Keith is realistic about the gap between the ideal and the reality of humanity’s increasingly urban drift. “I call it a hobby,” he says. “Definitely living off the land is something that we do and it’s something that’s really fun. If you can afford to do it, it’s a really great thing for the family and kids. Even if it’s four chickens in your backyard it’s a rewarding thing to be doing. It’s all about what your situation is and what you can pull off.”

While Keith’s focus was on surfing early on, culminating in a career as a free surfer creating films such as FishPeople, Lauren was studying animal science and working in conservation, then subsequently more on the film production side. They both grew up in rural farming situations and as such both were keen to raise their children in the same way.

“It’s my passion to have animals: we’ve got four horses, two cows, five pigs, 20 chickens, four dogs….” Lauren begins, before Keith interjects: “It’s cool because Lauren is an animal lover, but we also raise pigs and cattle for beef and pork.”

Surfer Keith Malloy at his ranch with wife Lauren and daughter Millie and horse

 

No rigid veganism here, they are most definitely realistic farm dwellers reminiscent of the rural setting we have all descended from, and mostly moved away from, as we chase quasi-urban satisfaction.

The couple continues to finish off each other’s sentences as we define the genesis of the now-Patagonia owned Worn Wear initiative. With Irish roots and about to travel there, they were excited to hear of the Moy Hill farming community; a vision of community-driven sustainable farming started by a group of surfers on the west coast of Ireland. Worn Wear also has the hallmarks of an organic process started from small beginnings and now resonating on a much broader level.

“It’s turned into a beast in all honesty,” Keith says. “There are daily meetings, and we go into Patagonia once every week or two weeks, and we’re able to still do our creative projects on the side.”

Keith Malloy, Norway 2012

 

One of those projects is a progression on the Worn Wear theme and Lauren’s own project in partnership with two others also focused on a simpler lifestyle and leaning on traditional knowledge: Women’s Heritage.

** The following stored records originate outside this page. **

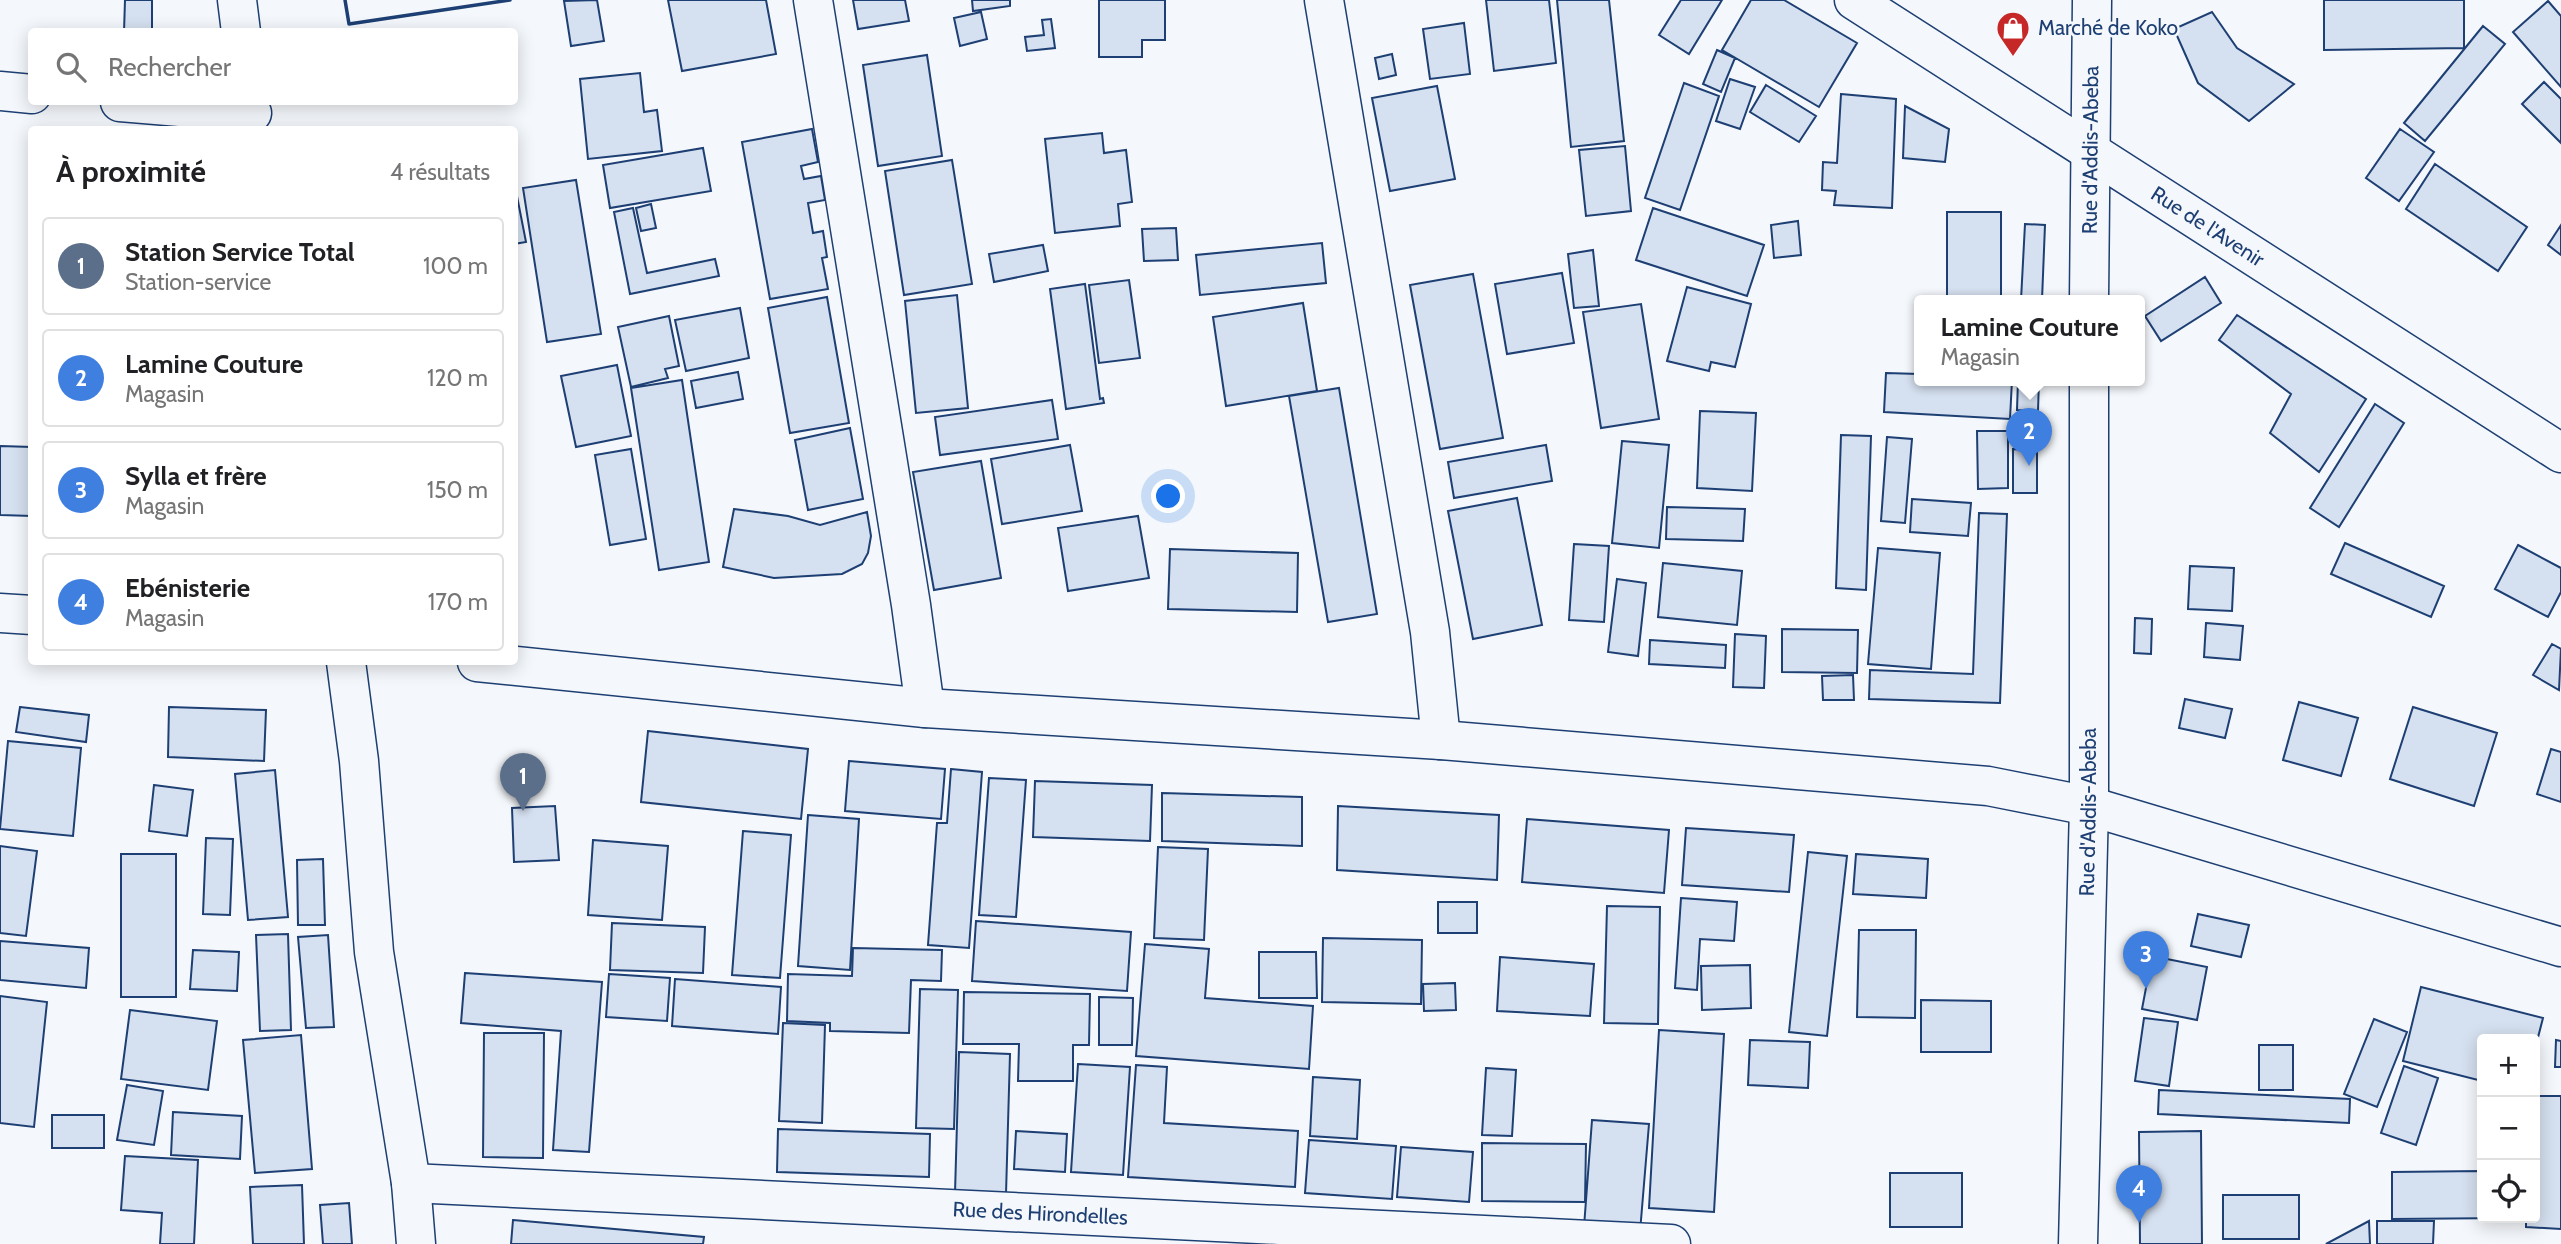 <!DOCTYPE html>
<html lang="fr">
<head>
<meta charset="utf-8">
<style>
  body { margin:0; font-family:Cabin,sans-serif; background:#f2f2f2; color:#202124 }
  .controls { position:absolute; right:21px; bottom:21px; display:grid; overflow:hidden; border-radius:7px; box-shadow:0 4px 18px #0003 }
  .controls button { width:63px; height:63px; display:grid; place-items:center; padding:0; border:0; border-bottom:2px solid #e0e0e0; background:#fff; color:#202124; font:35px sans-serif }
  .you { position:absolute; left:1169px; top:497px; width:24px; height:24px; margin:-18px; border:5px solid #fff; border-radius:50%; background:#1a73e8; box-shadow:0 0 0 10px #1a73e833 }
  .badge { display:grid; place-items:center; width:46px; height:46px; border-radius:50%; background:#0f766e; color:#fff; font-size:23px; font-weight:700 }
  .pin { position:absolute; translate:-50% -58px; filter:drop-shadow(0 2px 4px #0008) }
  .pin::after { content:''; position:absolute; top:37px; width:24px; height:21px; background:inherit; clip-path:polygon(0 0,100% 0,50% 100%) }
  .popup { position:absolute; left:1914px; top:295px; width:231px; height:91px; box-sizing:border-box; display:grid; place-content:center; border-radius:7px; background:#fff; filter:drop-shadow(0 2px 5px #0005); font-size:23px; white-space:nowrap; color:#757577 }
  .popup b { font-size:26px; color:#202124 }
  .popup::after { content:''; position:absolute; left:50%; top:100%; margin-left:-14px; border:14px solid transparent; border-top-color:#fff }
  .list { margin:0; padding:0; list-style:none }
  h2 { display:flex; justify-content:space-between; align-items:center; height:91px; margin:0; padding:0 28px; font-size:30px }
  h2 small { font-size:23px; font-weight:400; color:#757577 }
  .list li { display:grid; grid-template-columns:46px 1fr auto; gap:21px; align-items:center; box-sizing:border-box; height:98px; margin:0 14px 14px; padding:0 14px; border:2px solid #e0e0e0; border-radius:7px }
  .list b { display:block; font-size:26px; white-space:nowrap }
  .list p { margin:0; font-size:23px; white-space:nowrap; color:#757577 }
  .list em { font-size:23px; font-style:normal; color:#757577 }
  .icon { flex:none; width:38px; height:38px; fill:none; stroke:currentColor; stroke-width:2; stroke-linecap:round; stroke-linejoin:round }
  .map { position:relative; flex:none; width:2561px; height:1244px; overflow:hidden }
  .search { position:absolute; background:#fff; box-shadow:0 4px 18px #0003; left:28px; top:28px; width:490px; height:77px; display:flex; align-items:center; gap:18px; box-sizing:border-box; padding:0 24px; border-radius:7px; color:#757577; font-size:26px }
  .panel { position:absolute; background:#fff; box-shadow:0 4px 18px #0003; left:28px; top:126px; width:490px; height:539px; border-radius:7px }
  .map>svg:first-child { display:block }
  .building { fill:#d5e0f0; stroke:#1d3f73; stroke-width:2 }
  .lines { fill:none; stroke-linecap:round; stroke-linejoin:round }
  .street-casing { stroke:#1d3f73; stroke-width:41 }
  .secondary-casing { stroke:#1d3f73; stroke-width:41 }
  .street { stroke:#f4f7fb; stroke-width:38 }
  .secondary { stroke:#f4f7fb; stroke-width:38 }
  .wall { stroke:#1d3f73; stroke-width:3.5 }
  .labels { text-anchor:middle; stroke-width:5; stroke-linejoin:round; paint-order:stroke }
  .poi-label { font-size:21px; fill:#1d3f73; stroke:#f4f7fb; text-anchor:start }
  .street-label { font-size:21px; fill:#1d3f73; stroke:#f4f7fb }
</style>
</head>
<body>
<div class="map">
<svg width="2561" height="1244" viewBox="0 0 2561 1244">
  <rect width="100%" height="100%" fill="#f4f7fb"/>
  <!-- building -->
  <path class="building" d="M125,0h27v32h-28z
    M597,0l7,41 -33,5 -7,-45z
    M668,0h98l10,54 -94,17z
    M853,0h52l4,21 -51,8z
    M972,0h38v6l-37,5z
    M1099,0h66v40h-23v17h-43z
    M1486,0h63l7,63 -62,8z
    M1557,0h52l15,141 -53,6z
    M1681,0h41l-33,54 -30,-19z
    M1751,0h33l73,43 -38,64 -97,-57z
    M2324,0h140v48l-140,2z
    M2548,1l13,15v71l-48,-55z
    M981,12l6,27 -27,7 -6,-28z
    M2212,12l25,36 57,36 -45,37 -51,-38 -24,-54z
    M1051,19l4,29 -28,3 -2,-14 19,-2 -2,-15z
    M1464,23l6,51 -40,5 -7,-50z
    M2483,26l22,18 -80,97 -21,-18z
    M1717,50l18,8 -14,34 -18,-8z
    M1392,54l4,21 -17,4 -4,-21z
    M927,55l15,101 -64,10 -15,-101z
    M640,73l4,39 13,-2 5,41 -74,8 -8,-80z
    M1730,79l25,8 -15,42 -24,-8z
    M2544,82l17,17v44l-39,-39z
    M1684,83l35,13 -39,114 -35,-12z
    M1766,85l50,31 -17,26 -49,-30z
    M1437,86l18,93 -65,12 -18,-93z
    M1841,94l55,5 -4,109 -58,-3 2,-14 -14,-1 1,-28 14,1z
    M1905,106l44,23 -4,33 -42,-4z
    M812,129l6,33 -17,4 3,13 17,-3 4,24 -17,3 5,30 10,-2 4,26 -5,1 6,31 -58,10 -28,-157z
    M2400,129l34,23 -35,49 -33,-23z
    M1102,133l2,20 22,-3 6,52 -14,2 2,22 -65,7 -10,-94z
    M1625,146l6,65 -45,5 -7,-66z
    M703,148l8,43 -101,17 -7,-43z
    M952,160l20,124 -68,11 -19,-124z
    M2435,164l92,63 -29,44 -92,-62z
    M576,180l25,154 -54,8 -24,-154z
    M514,181l12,61 -12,2z
    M651,204l5,24 -15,3 -5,-23z
    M633,208l14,65 68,-14 4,17 -89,18 -16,-82z
    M1653,208l111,37 -17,51 -111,-36z
    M1947,212h54v88h-54z
    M1798,221l3,34 -27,3 -3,-33z
    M2025,224l20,1 -3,75h-21z
    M2561,225v30l-13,-10z
    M1176,228l2,32 -34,1 -2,-32z
    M1322,243l4,40 -126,12 -4,-40z
    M1043,245l5,26 -54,11 -5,-28z
    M1593,250l6,56 -25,2 -6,-54z
    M1562,273l12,70 -67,11 -12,-70z
    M1473,274l30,164 -63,11 -30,-164z
    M2205,277l16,26 -60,38 -16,-25z
    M1129,280l11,78 -41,5 -10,-78z
    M1085,284l15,115 3,-1 1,5 -38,6 -16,-120z
    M1687,287l64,17 -16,63 -24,-5 -2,9 -42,-10z
    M957,295l11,113 -52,5 -11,-112z
    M827,297l22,126 -59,10 -22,-125z
    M1303,303l14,88 -91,15 -13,-89z
    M1641,304l18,115 -58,9 -18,-116z
    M740,308l9,50 -63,13 -11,-51z
    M2237,315l129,84 -47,73 -49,-39 21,-39 -72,-54z
    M669,316l10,50 -14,3 3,9 -37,9 -13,-60z
    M617,365l14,71 -55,11 -15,-71z
    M738,372l5,27 -47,9 -5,-27z
    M1886,373l33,1v6h93l-2,39 -126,-7z
    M682,380l27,182 -50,8 -28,-182z
    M2018,380h21l-1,31 -21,-1z
    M1339,388l38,226 -49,8 -39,-226z
    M1052,400l6,39 -118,16 -5,-38z
    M2375,404l29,19 -65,104 -29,-19z
    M1700,411l56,2 -4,78 -55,-3z
    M850,428l13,71 -55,11 -13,-70z
    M1977,431h31v57l-30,1z
    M1841,435l30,1 -5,154 -30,-2z
    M1887,437l25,2 -7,84 -24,-2z
    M1622,441l47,4 -10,103 -47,-5z
    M1070,445l12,66 -80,13 -11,-65z
    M1546,445l6,36 -98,17 -6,-36z
    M0,446l32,1v69l-32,-1z
    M631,449l15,90 -36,6 -15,-90z
    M2013,449l24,1v43h-24z
    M981,461l20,117 -67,12 -21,-118z
    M1517,498l25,127 -69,14 -25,-128z
    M1912,499l59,4 -3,33 -58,-4z
    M1667,507l78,2 -2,32 -77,-2z
    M734,509l54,7 32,9 47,-13 4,24 -3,17 -6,11 -20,10 -68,4 -51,-11z
    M1979,513l28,1 -7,189 -131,-4 1,-29 103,4z
    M1138,516l11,62 -81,13 -10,-63z
    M2345,543l99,43 -13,31 -100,-43z
    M1574,544l35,2 -5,76 -35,-2z
    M2518,545l43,23v24l-13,25 -53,-28z
    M1878,548l62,5 -9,116 -63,-5z
    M1170,549l128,4 -1,59 -129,-3z
    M1663,563l79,8 -5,54 -79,-8z
    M2190,566l44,2 -2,43 -44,-2z
    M1617,579l29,4 -8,73 -30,-4z
    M2135,618l17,1 -1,35 -17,-1z
    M2206,623l37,3 -3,34 -36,-3z
    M1782,629l76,1 -1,43 -75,-1z
    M1735,634l31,2 -2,52 -31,-1z
    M1650,640l76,5 -1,23 -76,-4z
    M2552,644l9,5 -2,41 -26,-15z
    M1853,675l1,25h-31l-1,-24z
    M2185,699l47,10 -7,29 -46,-10z
    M2299,702l59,16 -17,58 -58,-16z
    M20,707l69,8 -3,27 -70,-10z
    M169,707l97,3 -2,51 -96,-4z
    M2413,707l84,26 -23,73 -84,-27z
    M648,731l160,18 -7,70 -160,-17z
    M8,741l73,7 -8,88 -73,-7z
    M2551,749l10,3v50l-24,-8z
    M849,761l96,8 -4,50 -96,-8z
    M951,769l31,3 -13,176 -41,-3 9,-122h10z
    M275,770l13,147 -40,3 -13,-146z
    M989,778l37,2 -10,137 -37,-2z
    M1035,781l117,4 -2,56 -117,-4z
    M154,785l39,5 -6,46 -38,-5z
    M1162,793l140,4v49l-140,-5z
    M555,806l4,54 -45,2 -2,-54z
    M1338,806l161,9 -2,65 -160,-10z
    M808,815l51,4 -9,151 -52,-4z
    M1527,819l142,11 -5,63 -142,-11z
    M1686,828l108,7 -5,57 -107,-7z
    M743,831l48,4 -11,143 -48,-3z
    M206,838l27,1 -3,76 -27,-1z
    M593,840l75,6 -6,74 -74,-5z
    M0,846l37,5 -11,85 -26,-3z
    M1158,847l50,2 -4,91 -50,-2z
    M1808,852l39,4 -20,180 -38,-4z
    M121,854h55v143h-55z
    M1856,854l72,5 -2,39 -73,-4z
    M323,859l2,66h-27l-1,-65z
    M1681,898l56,4 -3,39 -34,-2 -3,51 -22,-2z
    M1438,902h39v31h-39z
    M1607,906l53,1 -2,117 -54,-1z
    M2198,914l51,11 -8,32 -50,-11z
    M976,921l155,11 -4,59 -155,-10z
    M612,923l93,4 -2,46 -93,-3z
    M1859,930h57l-1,88 -58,-1z
    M288,934l3,96 -31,1 -4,-96z
    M328,935l6,92 -28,1 -8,-91z
    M1323,938l99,2 -1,64 -99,-2z
    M0,941l89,7 -3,40 -86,-8z
    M1145,944l64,5 -4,49 108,8 -4,63 -173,-13z
    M853,948l89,2 -1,31 -30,-1 -2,53 -79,-2v-8l-43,-2 1,-47 64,2z
    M193,950l46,2 -2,39 -47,-2z
    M1259,952h57l1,46h-58z
    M2152,956l55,11 -10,53 -55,-11z
    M1500,957l94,7 -4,52 -93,-5z
    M1750,965l1,43 -49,2 -1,-44z
    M465,973l137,9 -13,170 -36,-2 8,-119 -100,-8z
    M609,974l61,4 -3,43 -61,-4z
    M675,979l106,8 -3,47 -106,-8z
    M1455,983l1,27 -32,1 -1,-27z
    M2421,987l122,31 -8,31v-10h-53v42l-79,-20z
    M920,989l38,1 -4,139 -38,-1z
    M964,992l126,2 -1,51h-16v36h-55l1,-37h-56z
    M0,996l47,6 -13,125 -34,-4z
    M1099,997l34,1 -1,47h-33z
    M1921,1000l70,1v51h-70z
    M130,1010l87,11 -9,69 -87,-11z
    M2144,1018l34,4 -9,64 -34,-5z
    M2374,1019l33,13 -30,75 -33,-13z
    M783,1023l42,2 -3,98 -43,-2z
    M1659,1030l65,4 -10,178 -65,-4z
    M484,1033h60l-1,125 -60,-1z
    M301,1035l11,134 -57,4 -12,-133z
    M1750,1040l60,2 -2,46 -60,-3z
    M2556,1040l5,1v26h-6z
    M2259,1045h34v45h-34z
    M959,1052l51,2 -4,140 -51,-1z
    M1078,1064l52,3 -7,108 -52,-3z
    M1136,1065l31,2 -3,56 134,8 -3,56 -167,-10z
    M2404,1066l34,12 -22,67 -35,-12z
    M1486,1068l30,2 -4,66 -30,-1z
    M1313,1077l47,3 -3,59 -47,-3z
    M127,1085l36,6 -9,54 -37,-5z
    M2159,1090l191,9 -1,24 -191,-9z
    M2535,1096h26v133l-35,-2v-9h9z
    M173,1112l69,4 -2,43 -69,-4z
    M52,1115h52v33h-52z
    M1592,1120l57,4 -9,108 -56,-5z
    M778,1129l152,5 -1,43 -152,-5z
    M1016,1131l51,3 -2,38 -51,-3z
    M2201,1131l1,113h-62l-1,-112z
    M1309,1140l87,6 -4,53 -87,-6z
    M1482,1143l104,1 -1,58 -103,-1z
    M1401,1147l72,5 -4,50 -72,-5z
    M125,1156l73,4 -4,84h-34l2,-31 -41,-3z
    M2482,1171v47h27l-117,1v-47z
    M1890,1173h72v54h-72z
    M302,1185l2,59h-51l-3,-57z
    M2223,1195h76v44h-76z
    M349,1203l3,41h-29l-3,-39z
    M513,1220l191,17 -1,7h-192z
    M2369,1221l1,23h-44z
    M2377,1221h57l-1,23h-56z"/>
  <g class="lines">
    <defs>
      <g id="street">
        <path d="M237,0l4,32"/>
        <path d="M813,0l98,605 14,103"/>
        <path d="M1324,0l106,632 11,108"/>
        <path id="s1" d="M1854,0l707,453"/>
        <path d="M0,91l32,3"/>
        <path d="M120,102l132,11"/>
        <path id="s2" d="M2089,300l3,-300"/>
        <path d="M346,662l13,99 15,191 37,231 5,61"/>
        <path id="s3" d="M411,1183l1260,61"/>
        <path id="s4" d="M2078,1244l11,-438v-426"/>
      </g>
      <path id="secondary" d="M0,613l32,2
        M477,662l448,46 516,32 547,46 101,20 472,141"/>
    </defs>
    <!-- street casing -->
    <use href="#street" class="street-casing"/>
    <!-- secondary casing -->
    <use href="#secondary" class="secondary-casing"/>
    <!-- street -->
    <use href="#street" class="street"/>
    <!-- secondary -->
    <use href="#secondary" class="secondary"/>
    <!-- wall -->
    <path class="wall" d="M345,0l4,24 161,-24"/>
  </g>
  <!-- icons -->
  <defs>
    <symbol id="shop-pin" viewBox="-11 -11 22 30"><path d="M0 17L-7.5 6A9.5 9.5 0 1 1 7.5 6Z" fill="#c62828" stroke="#f4f7fb"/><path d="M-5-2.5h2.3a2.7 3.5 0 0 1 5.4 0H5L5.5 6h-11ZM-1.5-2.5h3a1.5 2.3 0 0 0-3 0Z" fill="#fff"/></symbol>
  </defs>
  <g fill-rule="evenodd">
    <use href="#shop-pin" x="1994" y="9" width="38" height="52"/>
  </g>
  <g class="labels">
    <!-- poi labels -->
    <g class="poi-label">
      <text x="2038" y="35">Marché de Koko</text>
    </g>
    <!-- street labels -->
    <g class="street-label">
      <text dy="7" stroke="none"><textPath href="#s2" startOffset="150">Rue d'Addis-Abeba</textPath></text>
      <text dy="7" stroke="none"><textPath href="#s1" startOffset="420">Rue de l'Avenir</textPath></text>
      <text dy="7" stroke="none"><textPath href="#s4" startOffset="432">Rue d'Addis-Abeba</textPath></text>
      <text dy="7" stroke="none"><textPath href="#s3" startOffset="630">Rue des Hirondelles</textPath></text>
    </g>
  </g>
</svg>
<div class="controls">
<button>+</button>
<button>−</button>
<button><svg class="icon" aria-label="locate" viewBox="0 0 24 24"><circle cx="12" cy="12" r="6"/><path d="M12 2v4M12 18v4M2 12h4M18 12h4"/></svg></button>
</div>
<div class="you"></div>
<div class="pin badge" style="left:523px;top:811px;background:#5c6f8a">1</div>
<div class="pin badge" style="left:2029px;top:466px;background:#3f7fe0">2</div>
<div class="popup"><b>Lamine Couture</b>Magasin</div>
<div class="pin badge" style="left:2146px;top:989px;background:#3f7fe0">3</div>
<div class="pin badge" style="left:2139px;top:1223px;background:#3f7fe0">4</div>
<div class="search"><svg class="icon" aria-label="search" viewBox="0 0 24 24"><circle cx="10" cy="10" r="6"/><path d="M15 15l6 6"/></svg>Rechercher</div>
<section class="panel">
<h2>À proximité<small>4 résultats</small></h2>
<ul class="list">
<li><span class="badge" style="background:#5c6f8a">1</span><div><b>Station Service Total</b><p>Station-service</p></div><em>100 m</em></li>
<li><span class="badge" style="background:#3f7fe0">2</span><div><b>Lamine Couture</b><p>Magasin</p></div><em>120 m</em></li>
<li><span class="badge" style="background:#3f7fe0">3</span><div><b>Sylla et frère</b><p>Magasin</p></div><em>150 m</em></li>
<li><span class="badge" style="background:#3f7fe0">4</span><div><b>Ebénisterie</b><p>Magasin</p></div><em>170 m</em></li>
</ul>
</section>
</div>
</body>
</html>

“You can make your own bread, keep chickens, make your own medicines,” she explains. “One of us is a cook, the other a herbalist and we started doing workshops all over California. We did cow milking to fermentation to natural dyeing… Self-sufficiency basically. Find a little passion, start doing and start small. The first couple of years was no profit, which was fine, but for all this time and energy we needed to do something concrete.”

The three partners then started a lifestyle store called Heritage Goods and Supply in Carpenteria, CA, aimed at enabling people to support a lifestyle resurrecting life skills and products from days gone by.  Locally-made goods and supporting community are the choices we are all now subscribing to. This has led to a book deal with Rizzoli, so the inbuilt values they have both engendered continues to drive new projects.

The Malloys are lucky: solid family roots and farming heritage have mixed with their creative pursuits to result in the establishment of Worn Wear and now Lauren’s burgeoning business. Following their passions has provided a means for their young family, and a sustainable branch of Patagonia’s business model.

This is the first European Worn Wear Surf Tour. Dates are here.

The team will be making repairs on wetsuits, as well as repairing surf (and other) apparel. All brands are welcome alongside Patagonia.